◆ Aim of the task
Below are some records; copy each line in them that contains "Townley".
***** Raw data *****
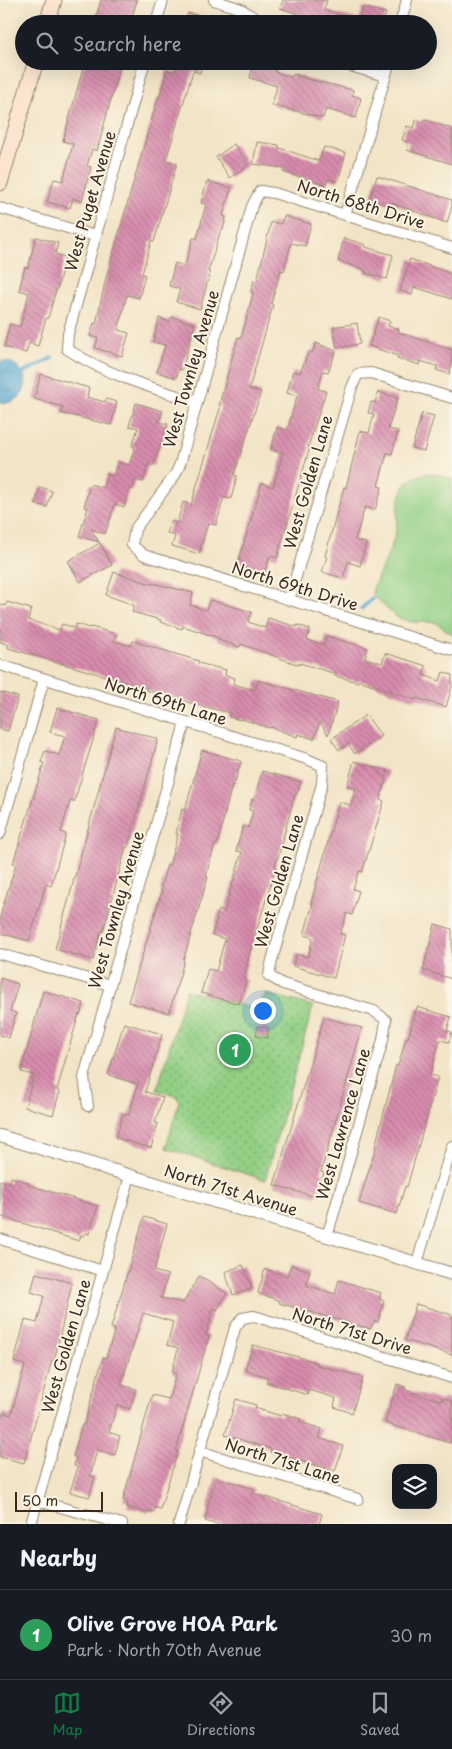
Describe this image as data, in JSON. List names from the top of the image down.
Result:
{
  "streets": {
    "street": [
      "West Puget Avenue",
      "North 68th Drive",
      "West Townley Avenue",
      "West Golden Lane",
      "North 69th Drive",
      "North 69th Lane",
      "West Lawrence Lane",
      "North 71st Avenue",
      "North 71st Drive",
      "North 71st Lane"
    ]
  },
  "crossings": [
    ["West Puget Avenue", "West Townley Avenue"],
    ["North 68th Drive", "West Townley Avenue"],
    ["West Townley Avenue", "North 69th Drive"],
    ["West Townley Avenue", "North 69th Lane"],
    ["West Golden Lane", "North 69th Drive"],
    ["West Golden Lane", "North 69th Lane"],
    ["West Golden Lane", "West Lawrence Lane"],
    ["West Golden Lane", "North 71st Avenue"],
    ["West Lawrence Lane", "North 71st Avenue"],
    ["North 71st Drive", "North 71st Lane"]
  ],
  "scale_bar": "50 m",
  "page": {
    "search": "Search here",
    "pins": "1",
    "scale": "50 m",
    "heading": "Nearby",
    "list": [
      {
        "mark": "1",
        "name": "Olive Grove HOA Park",
        "note": "Park · North 70th Avenue",
        "value": "30 m"
      }
    ],
    "nav": ["Map", "Directions", "Saved"]
  }
}
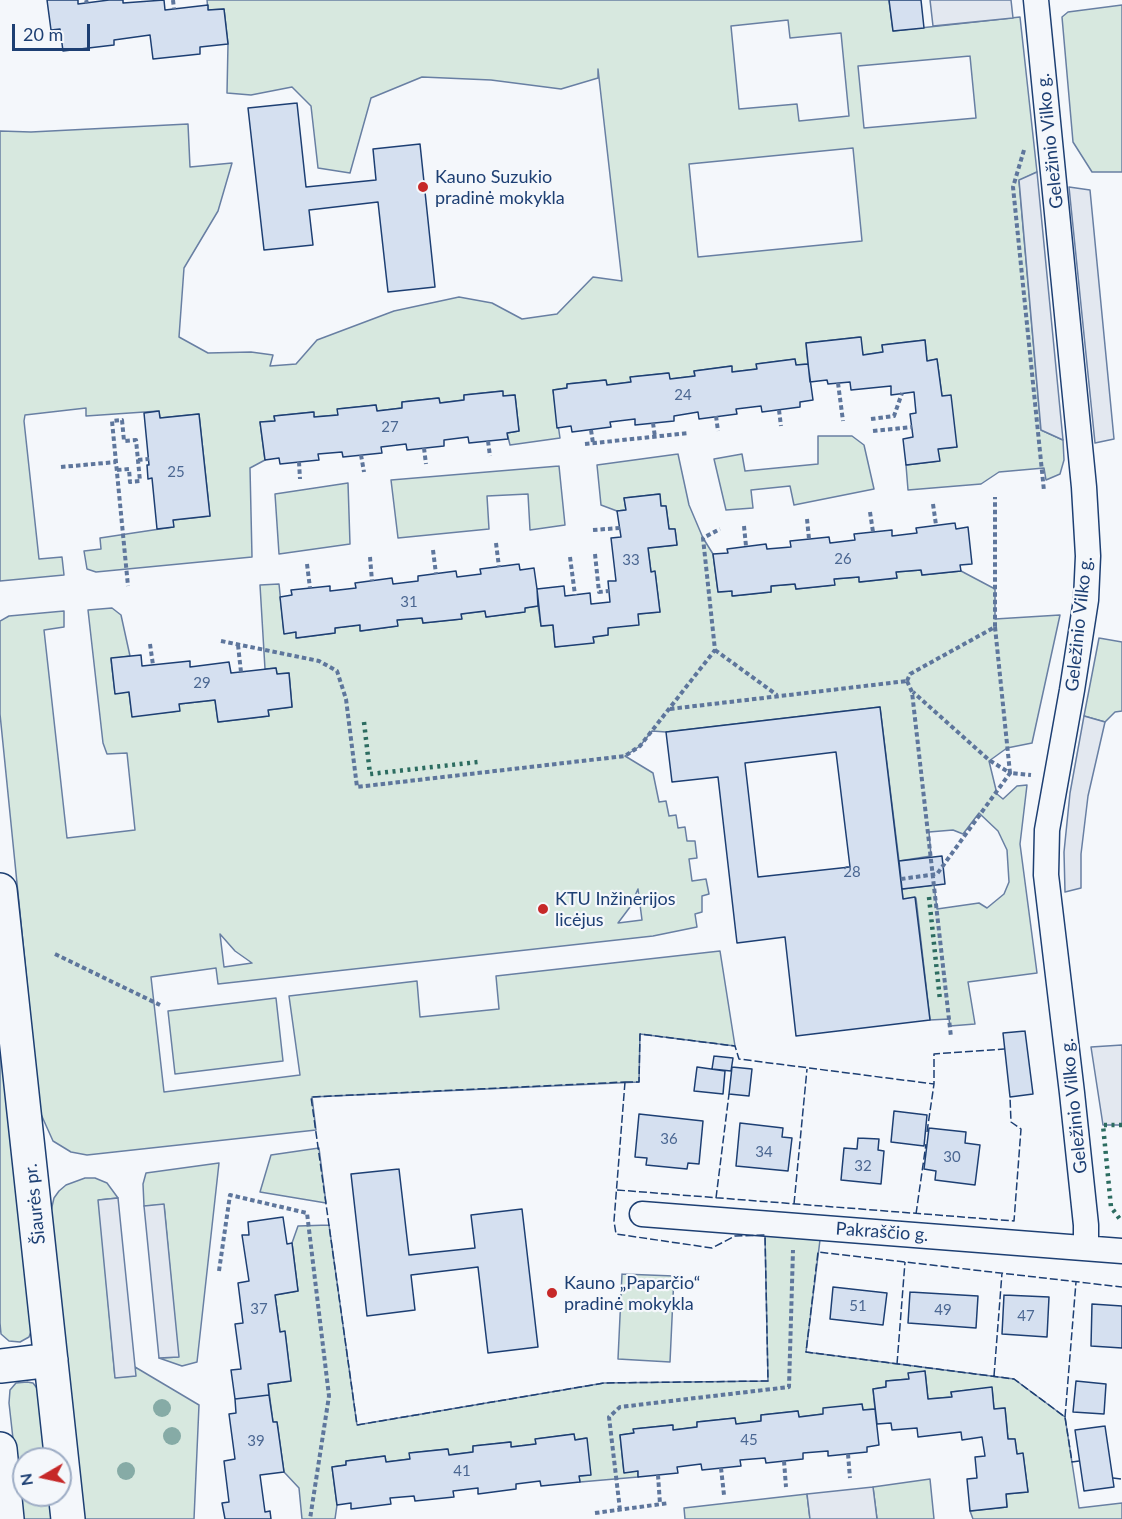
*****
◆ Final answer
      "West Townley Avenue",
    ["West Puget Avenue", "West Townley Avenue"],
    ["North 68th Drive", "West Townley Avenue"],
    ["West Townley Avenue", "North 69th Drive"],
    ["West Townley Avenue", "North 69th Lane"],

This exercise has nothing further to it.